My first mile ended up being 9:55 – not a good start for my goal! So, I picked it up and ran an 8:05 for mile 2 which got me caught up (and :30 ahead!), so I told myself to take it back a tiny bit and then just relax and keep going. I didn’t want to slow down at the beginning, but I didn’t want to use ALL my juice, either. I knew I wouldn’t be able to turn it way up at the end so I just wanted to stay where I was comfortable once I found that spot. I was about 2 minutes ahead of schedule the whole time (about 9:00/mi) so I was pretty happy. My buns were burning so I didn’t want to do more than that and feel worse. Splits: first 6.1k – 34:10 (8:59/M) second 5k – 27:18 (8:48/M) third 5k – 27:51 (8:59/M) fourth 5k 27:09 (8:45/M) – Pretty steady! I was proud. And all under my goal pace of 9:09/M. (Deep down I really did want to finish around 1:54-1:56 but I was already worried about even making 2 hours). I wanted to go as hard as I could for the last 3 miles but I really didn’t have it in me, sadly. Even the last mile I couldn’t turn it up until I had the finish in sight. At that point I got really excited again and it was all worth it.

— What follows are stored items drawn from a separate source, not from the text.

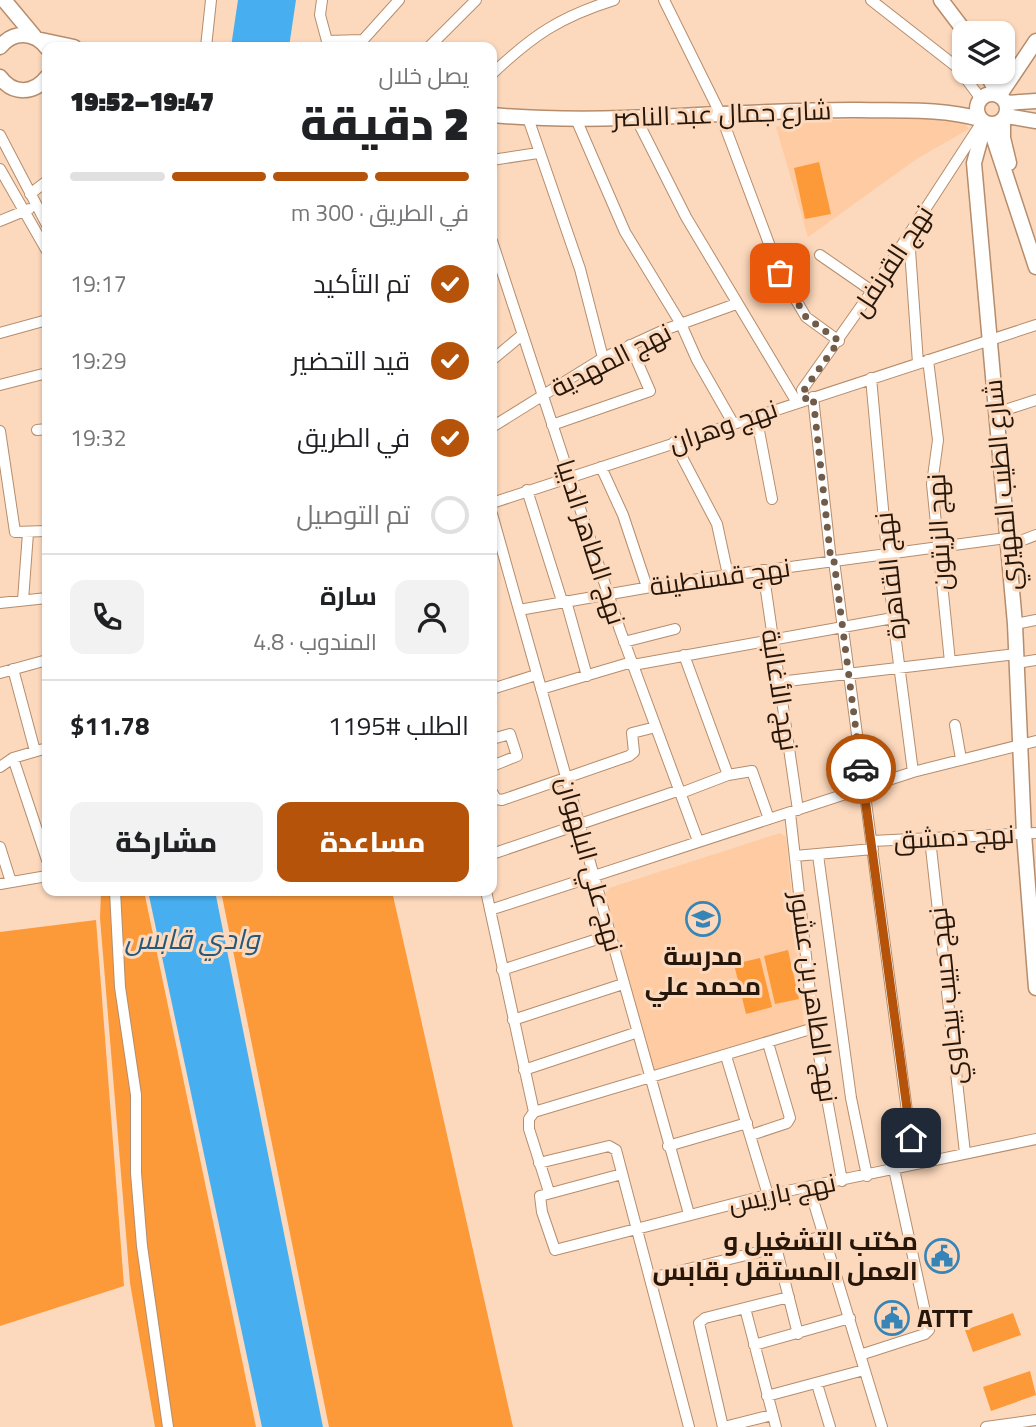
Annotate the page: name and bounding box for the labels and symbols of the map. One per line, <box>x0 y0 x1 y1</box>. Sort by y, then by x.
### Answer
street label: شارع جمال عبد الناصر <box>610 90 832 137</box>
street label: نهج القرنفل <box>841 197 942 324</box>
pin <box>750 243 810 303</box>
street label: نهج المهدية <box>544 312 678 407</box>
street label: شارع الطيب المهيري <box>973 378 1031 592</box>
street label: نهج وهران <box>663 389 783 462</box>
street label: نهج الطاهر الدبيا <box>546 454 637 630</box>
street label: نهج الزيتون <box>916 473 961 592</box>
street label: نهج القاهرة <box>863 510 916 642</box>
street label: نهج قسنطينة <box>647 547 793 606</box>
street label: نهج الأغالبة <box>752 626 809 754</box>
courier <box>826 734 896 804</box>
street label: نهج علي البلهوان <box>545 772 634 957</box>
street label: نهج دمشق <box>893 814 1015 859</box>
street label: نهج الطاهر بن عشور <box>780 887 849 1105</box>
school or university icon: مدرسة محمد علي <box>684 900 722 938</box>
street label: نهج حبيب بيجاوي <box>918 905 976 1087</box>
water label: وادي قابس <box>124 917 261 962</box>
place label: مدرسة محمد علي <box>645 936 761 1007</box>
pin <box>881 1108 941 1168</box>
street label: نهج باريس <box>725 1162 839 1223</box>
place label: مكتب التشغيل و العمل المستقل بقابس <box>653 1221 918 1290</box>
public building icon: مكتب التشغيل و العمل المستقل بقابس <box>923 1237 961 1275</box>
place label: ATTT <box>917 1298 973 1337</box>
public building icon: ATTT <box>873 1299 911 1337</box>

I took a gel and gatorade at 2.6, and ate the gel around 3.5, right before the next station. I think I got gatorade again there. At the third and fourth I got water, and gatorade at the fifth. At mile 10 I missed the gel, but I had an orange slice, gummy bears, and water. The gummy bears were a bit of a mistake and I almost dropped them, but I just held them in my mouth for awhile and they didn’t hurt my stomach. Although, that might be around where I got my second side cramp (first was at 5 miles). I ran through all the aid stations except for mile 11. I’m not sure why I decided to walk, but it was only for about 5 seconds so I could gulp my water – my legs felt like jello and it was sort of a mistake, because it took me awhile to get back up to speed and that’s where my mental issues started. I had felt really excellent and my brain was quiet up till that point.
My final time was 1:56:30 (!!!), I came in 44th in my age group, 311 out of women, and 607 overall out of about 4200 runners. I really couldn’t have asked for better, although I do have some tips for myself next time.
I want to sign up for another soon so I keep up my focus, but I don’t know where I’ll be so I can’t. BUT the main things I think I need to work on are speed work, hills, and strength. I felt like I was going to tear a hamstring if anything weird happened or if I pushed too hard, but otherwise I could have done more. Also, my training runs were all around 9:30/M pace and they say your race pace should be about 2 minutes faster than that, so speed is definitely one of my weaknesses – I don’t like being uncomfortable.